Pourtant, malgré la pluie du matin, la Braderie battant son plein, mais grâce à l’organisation parfaite de Mmes Huguenin et Pierbattisti, nous étions plus de trente personnes à quitter le MIH pour une randonnée devant nous conduire au Musée d’horlogerie du Château des Monts. Un périple d’un ville à l’autre, d’un musée à l’autre, à pied. A pied, et accompagnés d’un cheval, un char et le conducteur, M. Weiersmüller.

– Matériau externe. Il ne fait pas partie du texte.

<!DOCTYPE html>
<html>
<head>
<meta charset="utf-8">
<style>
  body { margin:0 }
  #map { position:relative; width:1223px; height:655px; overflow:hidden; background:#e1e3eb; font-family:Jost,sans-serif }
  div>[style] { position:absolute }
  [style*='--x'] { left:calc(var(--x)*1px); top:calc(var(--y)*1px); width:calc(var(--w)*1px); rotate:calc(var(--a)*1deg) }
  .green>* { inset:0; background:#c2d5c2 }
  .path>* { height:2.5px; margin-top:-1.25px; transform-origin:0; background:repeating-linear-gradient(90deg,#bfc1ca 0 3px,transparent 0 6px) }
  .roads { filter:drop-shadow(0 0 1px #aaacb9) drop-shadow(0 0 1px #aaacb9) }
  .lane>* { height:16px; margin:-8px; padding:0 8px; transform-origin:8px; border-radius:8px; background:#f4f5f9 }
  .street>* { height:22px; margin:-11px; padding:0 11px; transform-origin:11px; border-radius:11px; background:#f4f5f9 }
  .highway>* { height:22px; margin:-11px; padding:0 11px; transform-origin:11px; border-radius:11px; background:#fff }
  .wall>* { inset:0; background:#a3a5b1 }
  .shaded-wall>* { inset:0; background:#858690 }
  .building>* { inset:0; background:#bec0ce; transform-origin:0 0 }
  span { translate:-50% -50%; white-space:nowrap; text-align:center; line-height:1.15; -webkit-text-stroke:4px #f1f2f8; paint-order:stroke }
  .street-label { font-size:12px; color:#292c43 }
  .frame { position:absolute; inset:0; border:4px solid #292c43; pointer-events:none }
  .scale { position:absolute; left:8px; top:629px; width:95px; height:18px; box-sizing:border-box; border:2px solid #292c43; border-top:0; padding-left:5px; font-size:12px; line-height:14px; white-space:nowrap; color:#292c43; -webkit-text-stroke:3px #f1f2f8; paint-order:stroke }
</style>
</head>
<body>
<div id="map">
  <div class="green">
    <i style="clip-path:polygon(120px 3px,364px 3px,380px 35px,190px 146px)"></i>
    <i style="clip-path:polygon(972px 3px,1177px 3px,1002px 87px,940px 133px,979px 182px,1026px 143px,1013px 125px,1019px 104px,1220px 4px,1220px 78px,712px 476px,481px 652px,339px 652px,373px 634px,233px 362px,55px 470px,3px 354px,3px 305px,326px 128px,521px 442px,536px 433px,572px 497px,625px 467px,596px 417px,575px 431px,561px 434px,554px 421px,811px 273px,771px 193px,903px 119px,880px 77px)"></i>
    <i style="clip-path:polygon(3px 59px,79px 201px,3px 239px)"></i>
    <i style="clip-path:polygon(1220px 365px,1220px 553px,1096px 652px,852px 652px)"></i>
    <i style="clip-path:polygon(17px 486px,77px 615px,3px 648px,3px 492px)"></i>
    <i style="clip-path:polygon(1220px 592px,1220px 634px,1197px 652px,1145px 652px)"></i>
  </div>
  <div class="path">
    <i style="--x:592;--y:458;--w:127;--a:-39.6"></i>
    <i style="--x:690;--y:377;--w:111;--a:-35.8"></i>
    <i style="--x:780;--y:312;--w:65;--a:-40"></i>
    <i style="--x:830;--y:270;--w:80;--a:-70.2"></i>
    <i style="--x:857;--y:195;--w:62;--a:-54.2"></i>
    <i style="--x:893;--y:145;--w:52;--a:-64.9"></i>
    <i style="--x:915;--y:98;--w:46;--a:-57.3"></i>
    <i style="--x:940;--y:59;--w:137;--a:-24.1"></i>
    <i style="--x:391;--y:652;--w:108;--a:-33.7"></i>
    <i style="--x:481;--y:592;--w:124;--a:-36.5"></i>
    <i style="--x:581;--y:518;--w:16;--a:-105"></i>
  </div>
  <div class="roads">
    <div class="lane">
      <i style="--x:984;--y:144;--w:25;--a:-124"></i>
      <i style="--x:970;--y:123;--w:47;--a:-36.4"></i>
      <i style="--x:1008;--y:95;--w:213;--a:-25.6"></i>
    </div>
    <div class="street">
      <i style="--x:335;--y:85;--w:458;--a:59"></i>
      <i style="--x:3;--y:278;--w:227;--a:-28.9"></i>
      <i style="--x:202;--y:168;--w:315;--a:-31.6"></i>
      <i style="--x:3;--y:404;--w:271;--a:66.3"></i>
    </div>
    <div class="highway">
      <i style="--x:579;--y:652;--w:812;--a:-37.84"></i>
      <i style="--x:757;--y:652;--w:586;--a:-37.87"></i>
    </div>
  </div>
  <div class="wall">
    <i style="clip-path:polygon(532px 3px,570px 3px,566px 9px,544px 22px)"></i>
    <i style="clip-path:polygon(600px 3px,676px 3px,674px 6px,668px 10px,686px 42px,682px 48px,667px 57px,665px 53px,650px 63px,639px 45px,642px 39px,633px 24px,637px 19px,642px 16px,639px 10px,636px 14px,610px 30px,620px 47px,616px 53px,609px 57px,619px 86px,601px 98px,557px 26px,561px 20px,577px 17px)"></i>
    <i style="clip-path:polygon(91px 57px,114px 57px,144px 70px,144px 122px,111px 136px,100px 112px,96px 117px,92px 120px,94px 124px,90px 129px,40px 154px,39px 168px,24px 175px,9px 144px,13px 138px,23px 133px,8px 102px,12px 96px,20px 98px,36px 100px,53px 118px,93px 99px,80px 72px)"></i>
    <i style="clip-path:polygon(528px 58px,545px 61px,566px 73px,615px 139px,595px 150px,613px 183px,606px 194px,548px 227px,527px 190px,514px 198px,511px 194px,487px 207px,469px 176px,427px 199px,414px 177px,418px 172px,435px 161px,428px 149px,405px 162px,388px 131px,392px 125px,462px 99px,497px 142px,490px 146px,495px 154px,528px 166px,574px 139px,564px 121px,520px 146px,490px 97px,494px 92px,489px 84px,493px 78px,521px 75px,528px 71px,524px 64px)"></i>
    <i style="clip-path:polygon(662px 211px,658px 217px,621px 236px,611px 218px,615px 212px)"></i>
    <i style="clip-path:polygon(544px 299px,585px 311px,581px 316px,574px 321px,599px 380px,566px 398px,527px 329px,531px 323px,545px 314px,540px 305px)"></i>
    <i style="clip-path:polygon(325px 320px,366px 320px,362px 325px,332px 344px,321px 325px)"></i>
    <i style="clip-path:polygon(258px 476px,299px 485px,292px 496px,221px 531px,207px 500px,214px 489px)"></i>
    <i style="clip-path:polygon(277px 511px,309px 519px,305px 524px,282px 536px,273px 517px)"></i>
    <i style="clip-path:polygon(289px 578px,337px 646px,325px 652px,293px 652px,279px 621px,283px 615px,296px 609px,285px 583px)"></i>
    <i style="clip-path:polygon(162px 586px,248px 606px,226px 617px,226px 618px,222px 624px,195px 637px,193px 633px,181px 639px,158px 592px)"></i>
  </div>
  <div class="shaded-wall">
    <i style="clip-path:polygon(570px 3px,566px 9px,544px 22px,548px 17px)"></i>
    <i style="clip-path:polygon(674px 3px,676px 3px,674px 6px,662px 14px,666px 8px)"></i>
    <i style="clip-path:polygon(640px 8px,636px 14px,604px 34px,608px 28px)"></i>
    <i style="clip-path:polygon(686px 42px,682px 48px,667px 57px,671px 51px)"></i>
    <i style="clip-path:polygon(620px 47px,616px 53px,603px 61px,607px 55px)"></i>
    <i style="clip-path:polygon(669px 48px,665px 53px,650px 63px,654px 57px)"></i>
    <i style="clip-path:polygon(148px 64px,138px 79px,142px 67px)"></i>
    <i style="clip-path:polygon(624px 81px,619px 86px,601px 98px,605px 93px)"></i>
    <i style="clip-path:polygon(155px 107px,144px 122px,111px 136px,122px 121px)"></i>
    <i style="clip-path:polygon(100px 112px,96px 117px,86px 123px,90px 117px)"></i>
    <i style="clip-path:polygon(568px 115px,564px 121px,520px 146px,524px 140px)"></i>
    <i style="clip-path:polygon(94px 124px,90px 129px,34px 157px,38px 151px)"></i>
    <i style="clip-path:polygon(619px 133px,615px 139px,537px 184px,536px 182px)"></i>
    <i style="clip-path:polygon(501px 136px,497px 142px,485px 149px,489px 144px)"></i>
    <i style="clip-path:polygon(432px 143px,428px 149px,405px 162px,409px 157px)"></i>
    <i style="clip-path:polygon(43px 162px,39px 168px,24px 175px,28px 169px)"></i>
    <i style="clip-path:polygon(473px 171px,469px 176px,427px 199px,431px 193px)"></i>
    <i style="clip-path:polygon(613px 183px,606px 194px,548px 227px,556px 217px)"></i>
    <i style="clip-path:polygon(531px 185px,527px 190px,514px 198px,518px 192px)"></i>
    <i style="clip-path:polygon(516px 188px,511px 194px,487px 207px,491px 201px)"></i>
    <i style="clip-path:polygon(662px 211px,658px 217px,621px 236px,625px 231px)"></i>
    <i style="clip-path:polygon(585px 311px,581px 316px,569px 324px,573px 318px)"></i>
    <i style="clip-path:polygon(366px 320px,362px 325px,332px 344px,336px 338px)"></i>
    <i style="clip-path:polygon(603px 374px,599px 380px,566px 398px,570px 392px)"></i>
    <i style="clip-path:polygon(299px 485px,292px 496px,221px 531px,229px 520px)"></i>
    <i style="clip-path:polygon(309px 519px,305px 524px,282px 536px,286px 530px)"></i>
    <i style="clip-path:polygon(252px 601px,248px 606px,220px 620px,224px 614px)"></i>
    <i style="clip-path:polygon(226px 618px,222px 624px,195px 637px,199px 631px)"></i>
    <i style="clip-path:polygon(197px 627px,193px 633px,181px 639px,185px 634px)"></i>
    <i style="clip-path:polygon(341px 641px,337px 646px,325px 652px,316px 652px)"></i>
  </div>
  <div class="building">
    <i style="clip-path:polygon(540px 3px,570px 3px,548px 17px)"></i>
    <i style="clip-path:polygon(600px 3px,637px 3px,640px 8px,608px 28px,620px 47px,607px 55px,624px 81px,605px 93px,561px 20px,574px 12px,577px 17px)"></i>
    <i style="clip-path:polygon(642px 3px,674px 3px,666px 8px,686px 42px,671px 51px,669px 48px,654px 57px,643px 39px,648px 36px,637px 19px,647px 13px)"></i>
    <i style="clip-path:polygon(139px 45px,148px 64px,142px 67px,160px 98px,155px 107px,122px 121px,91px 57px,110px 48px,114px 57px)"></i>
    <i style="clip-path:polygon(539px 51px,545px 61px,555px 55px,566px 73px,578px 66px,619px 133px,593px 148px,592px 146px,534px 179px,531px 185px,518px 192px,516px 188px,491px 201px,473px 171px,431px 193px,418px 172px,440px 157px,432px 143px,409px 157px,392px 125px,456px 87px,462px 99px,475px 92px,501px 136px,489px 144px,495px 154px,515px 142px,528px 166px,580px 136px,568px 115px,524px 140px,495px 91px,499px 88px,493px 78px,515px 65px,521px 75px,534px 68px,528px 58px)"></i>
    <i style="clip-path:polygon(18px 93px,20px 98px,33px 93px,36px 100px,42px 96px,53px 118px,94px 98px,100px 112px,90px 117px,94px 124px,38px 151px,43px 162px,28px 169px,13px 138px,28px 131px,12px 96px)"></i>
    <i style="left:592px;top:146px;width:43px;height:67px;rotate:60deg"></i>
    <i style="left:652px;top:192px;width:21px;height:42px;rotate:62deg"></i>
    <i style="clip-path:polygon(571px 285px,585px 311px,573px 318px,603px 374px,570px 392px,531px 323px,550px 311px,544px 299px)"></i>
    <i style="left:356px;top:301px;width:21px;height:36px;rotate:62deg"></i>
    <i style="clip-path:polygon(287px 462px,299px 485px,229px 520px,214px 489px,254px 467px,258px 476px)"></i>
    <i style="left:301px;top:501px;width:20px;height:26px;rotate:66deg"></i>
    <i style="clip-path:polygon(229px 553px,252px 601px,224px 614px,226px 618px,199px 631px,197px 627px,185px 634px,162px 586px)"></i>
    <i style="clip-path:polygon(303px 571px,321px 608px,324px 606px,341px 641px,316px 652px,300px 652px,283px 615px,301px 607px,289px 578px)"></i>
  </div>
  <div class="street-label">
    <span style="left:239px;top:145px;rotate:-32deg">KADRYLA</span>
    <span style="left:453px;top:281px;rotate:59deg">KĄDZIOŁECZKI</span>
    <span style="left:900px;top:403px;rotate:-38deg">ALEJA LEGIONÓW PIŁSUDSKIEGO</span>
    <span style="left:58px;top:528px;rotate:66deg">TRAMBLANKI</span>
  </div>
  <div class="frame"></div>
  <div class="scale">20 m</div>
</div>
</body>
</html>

Un voyage qui n’avait rien à voir avec une course de vitesse puisque nous l’avons entrecoupé de cinq pauses. A chacune d’elles, nous avons pu goûter à l’expérience vécue par Monsieur Pierre Schwaar, le conteur qui avait agrémenté notre journée d’anniversaire.

Des histoires de rencontres vécues durant deux ans passés à sillonner la Suisse et la France, avec un char et un cheval, un compagnon parfois. Des histoires toutes simples, mais racontées avec cette passion qui fait chaud au cœur. Et nous avions besoin de chaleur! Et puis, un petit casse-croûte à mi-parcours, puis un autre à l’arrivée. Un de ces festins dont on se rappelle, tant par les saveurs que le bien-être, la chaleur, qu’il apporte. Une expérience à renouveler.